2009 novel by Tim Dorsey

Nuclear Jellyfish is the eleventh novel by American author Tim Dorsey. It was released February 1, 2009.

==Plot summary==
Nuclear Jellyfish features Dorsey's character Serge A. Storms. A mentally-disturbed vigilante anti-hero, Storms travels across Florida with sidekick Coleman to mete out his own brand of justice to miscreants, scammers and criminals while seeking out landmarks related to iconic rock band Lynyrd Skynyrd. They are joined by a jaded yet driven and quirky stripper/college student named Story Long.

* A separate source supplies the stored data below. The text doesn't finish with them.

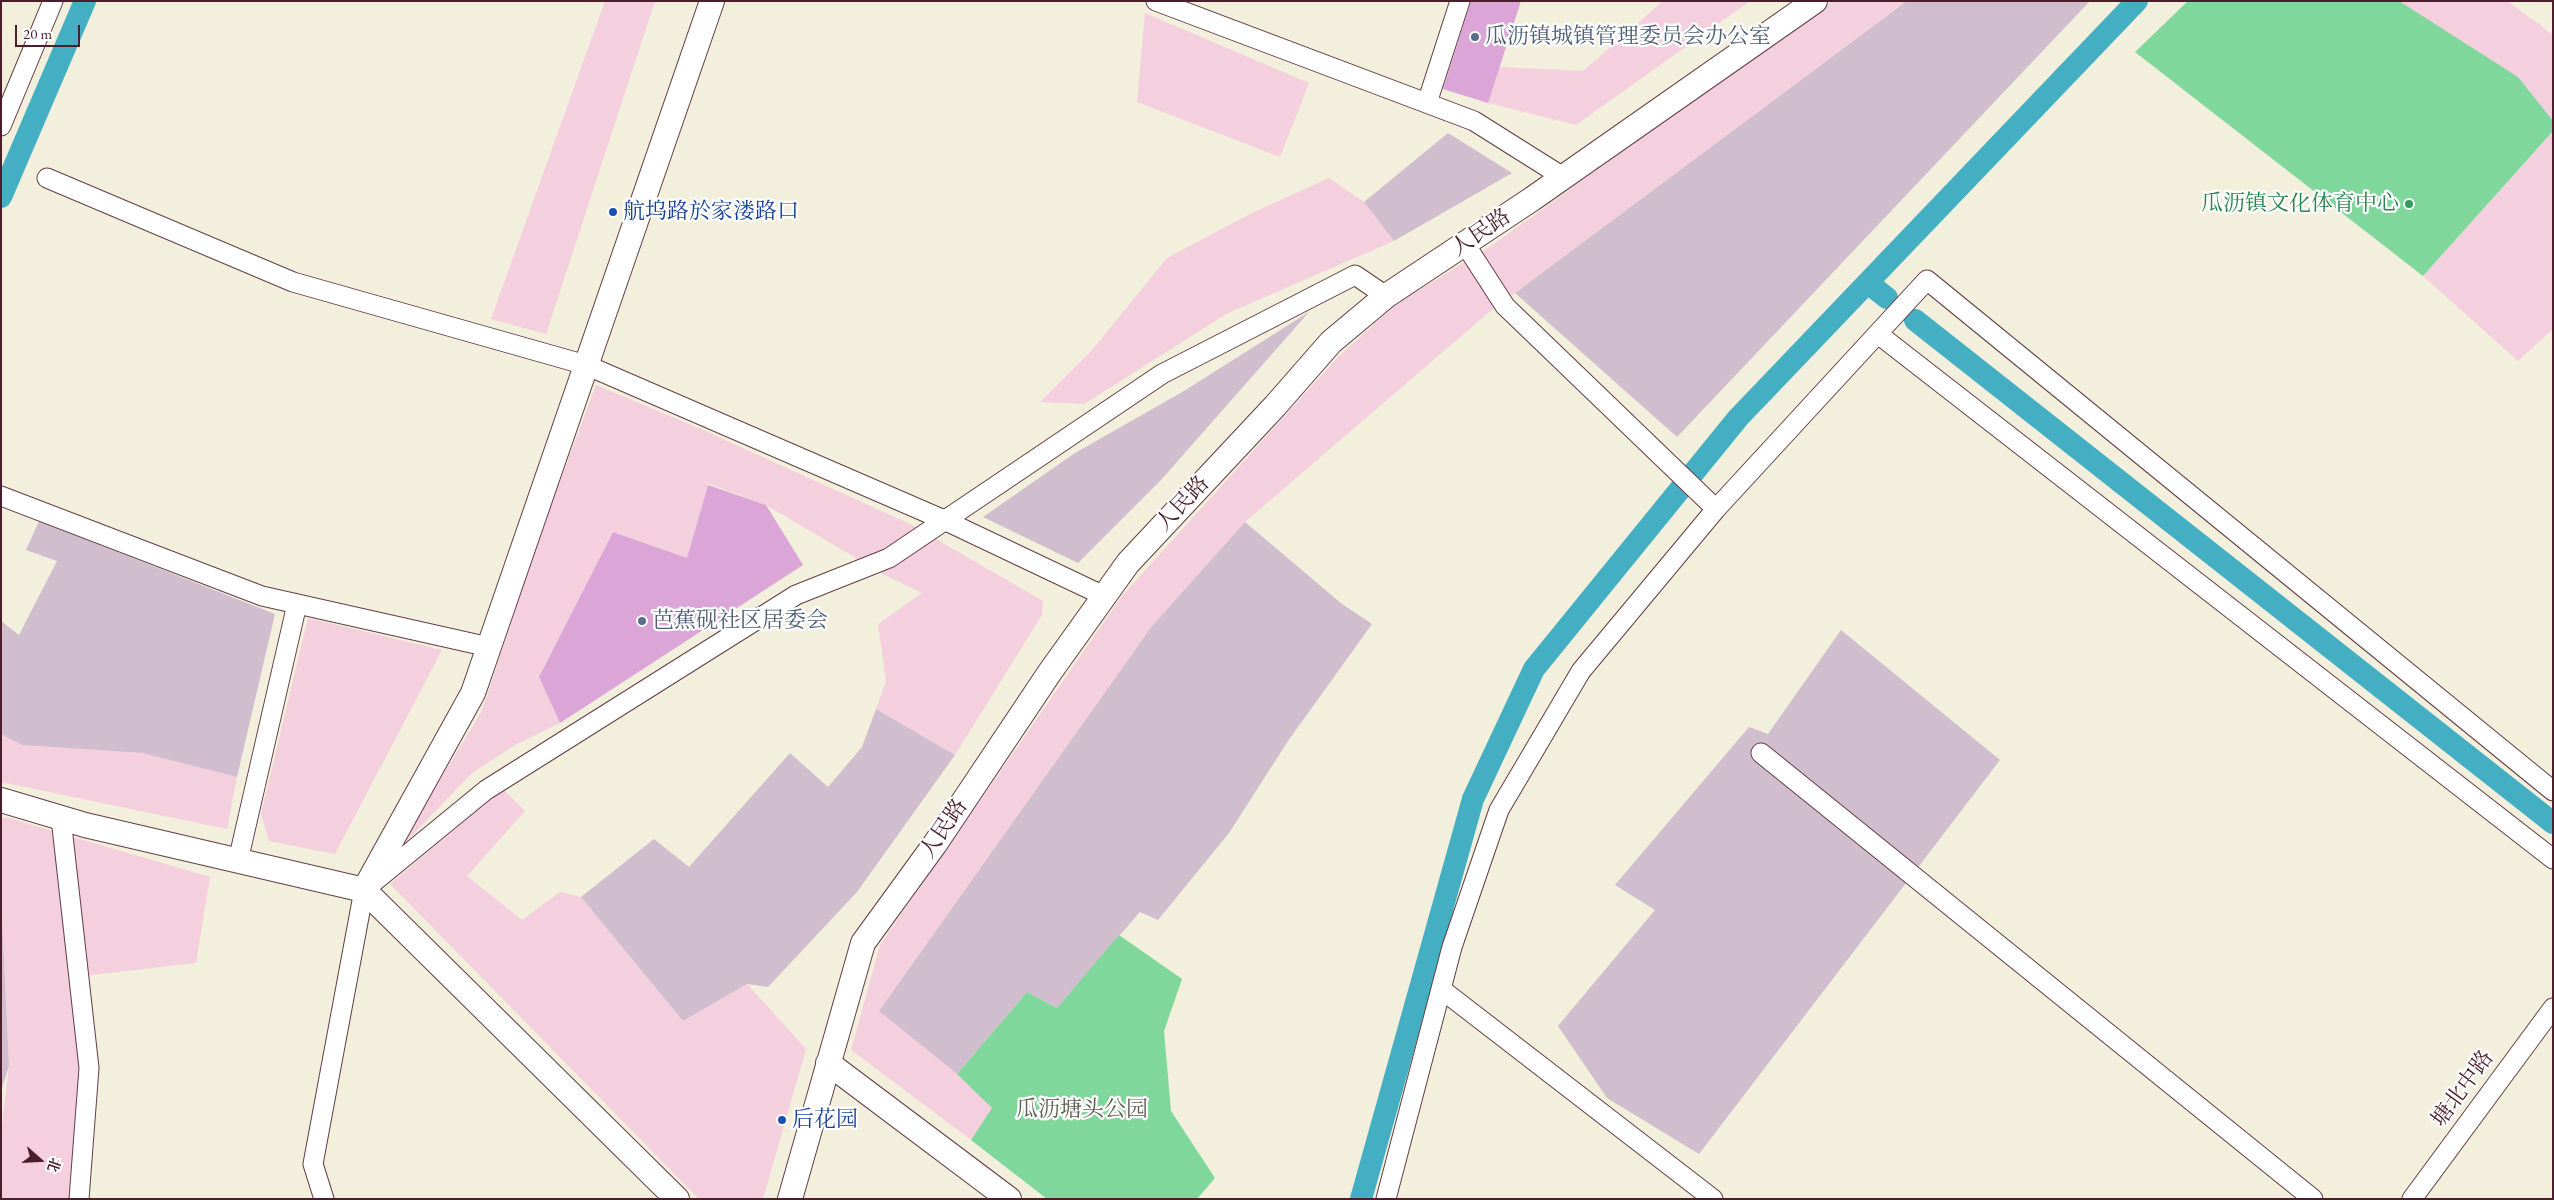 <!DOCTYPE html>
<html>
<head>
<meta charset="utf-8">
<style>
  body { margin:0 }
  #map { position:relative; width:2554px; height:1200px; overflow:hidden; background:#f2efdc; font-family:"EB Garamond","Noto Serif SC",serif }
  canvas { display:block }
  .frame { position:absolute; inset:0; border:2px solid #4a1f2b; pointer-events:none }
  .north { position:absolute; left:15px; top:1135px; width:50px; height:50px; -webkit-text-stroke:4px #fff; paint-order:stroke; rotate:109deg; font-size:14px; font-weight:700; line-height:20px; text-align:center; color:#4a1f2b }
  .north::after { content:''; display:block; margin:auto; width:18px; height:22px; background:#4a1f2b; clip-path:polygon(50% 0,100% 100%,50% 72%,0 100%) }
  .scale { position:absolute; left:15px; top:25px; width:65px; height:22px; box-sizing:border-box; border:2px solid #4a1f2b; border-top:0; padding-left:6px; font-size:15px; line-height:18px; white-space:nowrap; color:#4a1f2b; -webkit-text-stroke:4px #fff; paint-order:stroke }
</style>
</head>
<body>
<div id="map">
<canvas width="2554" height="1200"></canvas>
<div class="frame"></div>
<div class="north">北</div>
<div class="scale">20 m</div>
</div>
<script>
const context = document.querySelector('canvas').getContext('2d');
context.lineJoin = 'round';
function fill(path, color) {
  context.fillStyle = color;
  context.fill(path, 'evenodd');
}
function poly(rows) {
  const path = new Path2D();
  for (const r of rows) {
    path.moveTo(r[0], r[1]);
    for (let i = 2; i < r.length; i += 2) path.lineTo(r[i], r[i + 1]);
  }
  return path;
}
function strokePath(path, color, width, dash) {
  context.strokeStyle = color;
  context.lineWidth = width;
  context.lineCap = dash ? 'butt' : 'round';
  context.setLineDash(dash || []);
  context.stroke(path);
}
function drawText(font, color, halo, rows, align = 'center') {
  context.font = font + ' "EB Garamond","Noto Serif SC",serif';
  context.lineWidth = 4.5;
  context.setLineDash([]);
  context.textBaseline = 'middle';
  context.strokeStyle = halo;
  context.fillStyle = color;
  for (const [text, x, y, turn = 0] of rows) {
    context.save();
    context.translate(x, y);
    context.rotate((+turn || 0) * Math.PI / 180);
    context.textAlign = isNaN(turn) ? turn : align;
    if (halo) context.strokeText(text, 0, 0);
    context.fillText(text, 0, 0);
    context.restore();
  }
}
fill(poly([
  [605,1,655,1,546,334,491,319],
  [1663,1,1750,1,1576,125,1488,103,1499,67,1583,71],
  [1833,1,1907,1,1488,313,1245,522,1152,626,879,1011,957,1074,993,1108,971,1140,851,1050,880,945,1122,596,1339,356,1398,303,1491,246],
  [2399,1,2507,1,2540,25,2553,35,2553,122],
  [1145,13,1309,83,1280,157,1137,102],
  [2553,131,2553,329,2518,361,2423,276],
  [1329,178,1364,202,1394,241,1228,313,1084,404,1040,402,1093,349,1167,258,1250,214],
  [596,385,703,430,910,524,1043,601,1042,615,955,755,876,709,886,681,878,624,922,593,885,575,766,505,702,481,708,485,687,558,613,532,539,677,560,723,515,745,472,773,395,853,482,711,541,532],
  [308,618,442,650,335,854,269,841,261,814],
  [1,734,22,745,142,753,237,777,227,829,1,782],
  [503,789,525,811,467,876,522,920,560,892,581,897,683,1021,747,984,806,1049,763,1199,699,1199,390,884],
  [5,817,210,877,196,963,83,976,79,1199,1,1199,1,1133,9,1066,1,895,1,820]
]), '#f4cfdd');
fill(poly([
  [1907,1,2090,1,1677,437,1515,293],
  [1448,133,1512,173,1394,241,1364,202],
  [1309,312,1161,480,1078,563,983,517,1075,453,1184,391],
  [39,521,275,614,237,777,142,753,22,745,1,734,1,621,19,635,57,561,26,550],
  [1245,522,1342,604,1372,624,1288,741,1229,833,1158,920,1140,912,1057,1008,1027,992,957,1074,879,1011,1152,626],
  [1841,630,2000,760,1699,1154,1607,1098,1558,1026,1655,910,1615,885,1749,727,1768,734],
  [876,709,955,755,857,892,768,987,747,984,683,1021,581,897,654,839,689,867,790,753,828,787,862,747],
  [1,895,9,1066,1,1091]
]), '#d0bdcd');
fill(poly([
  [2188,1,2399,1,2518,77,2553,121,2553,131,2423,276,2135,52],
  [1119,935,1182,979,1164,1031,1171,1111,1215,1178,1197,1199,1047,1199,971,1140,992,1108,957,1074,1027,992,1057,1008]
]), '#80d79c');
strokePath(poly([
  [1,197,85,1],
  [1868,283,1887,298],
  [1915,320,2553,823],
  [1361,1199,1473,799,1534,669,1738,418,2137,1]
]), '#44aec3', 22);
fill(poly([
  [1471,1,1521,1,1488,103,1443,89],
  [708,485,766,505,803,565,560,723,539,677,613,532,687,558]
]), '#dba5d8');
const minor = poly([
  [1156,1,1474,121,1563,177],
  [1427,103,1460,1],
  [1,126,53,1],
  [47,178,293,282,586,365,944,520,1104,596],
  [1465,244,1505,306,1716,509],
  [1878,334,2553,859],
  [1,496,262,596,489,647],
  [1761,753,2313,1199],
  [61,818,89,1068,79,1199],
  [238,861,297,604],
  [1441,989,1713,1199],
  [324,1199,313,1164,364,890,486,790,796,595,889,558,1162,374,1355,275,1386,296],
  [1386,1199,1452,947,1499,810,1581,671,1716,509,1927,280,2553,791],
  [2412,1199,2553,1008]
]);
const tertiary = poly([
  [1,800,85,825,364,890,677,1199],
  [364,890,473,693,712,1],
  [828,1063,1009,1199],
  [790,1199,863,943,935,844,1050,672,1128,563,1275,406,1331,342,1386,296,1532,199,1815,1]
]);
strokePath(minor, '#633e46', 21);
strokePath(tertiary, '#633e46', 26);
strokePath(minor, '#fff', 19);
strokePath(tertiary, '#fff', 24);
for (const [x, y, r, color] of [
  [1475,37,5,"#5c6f8a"],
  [2409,204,5,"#2e9e5b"],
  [613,212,5,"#1a4fb4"],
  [642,621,5,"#5c6f8a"],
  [782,1120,5,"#1a4fb4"]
]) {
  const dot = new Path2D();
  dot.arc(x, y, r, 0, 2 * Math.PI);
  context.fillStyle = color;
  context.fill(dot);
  strokePath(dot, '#fff', 2);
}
drawText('22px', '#4e5e75', '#fff', [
  ["瓜沥镇城镇管理委员会办公室",1485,37],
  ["芭蕉砚社区居委会",652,621]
], 'left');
drawText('22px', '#27864d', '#fff', [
  ["瓜沥镇文化体育中心",2399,204]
], 'right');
drawText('22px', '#164399', '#fff', [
  ["航坞路於家溇路口",623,212],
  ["后花园",792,1120]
], 'left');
drawText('22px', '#4a1f2b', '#fff', [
  ["人民路",1481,233,-34],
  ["人民路",1183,504,-47],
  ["人民路",944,829,-56],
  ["塘北中路",2463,1089,-54]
]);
drawText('22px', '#5d5f53', '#fff', [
  ["瓜沥塘头公园",1082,1110]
]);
</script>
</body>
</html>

The novel finds Storms crossing paths with a brutal band of thieves and killers whose leader calls himself "The Eel"—but who behind his back is called "The Jellyfish" due a misshapen eel tattoo. In the meantime, Storms's nemesis Detective Mahoney complicates matters, it becomes increasingly hard to tell whether Serge is being manipulated into his most dangerous situation yet or is the manipulator himself, and a coin and stamp convention draws attention due to valuable collectibles.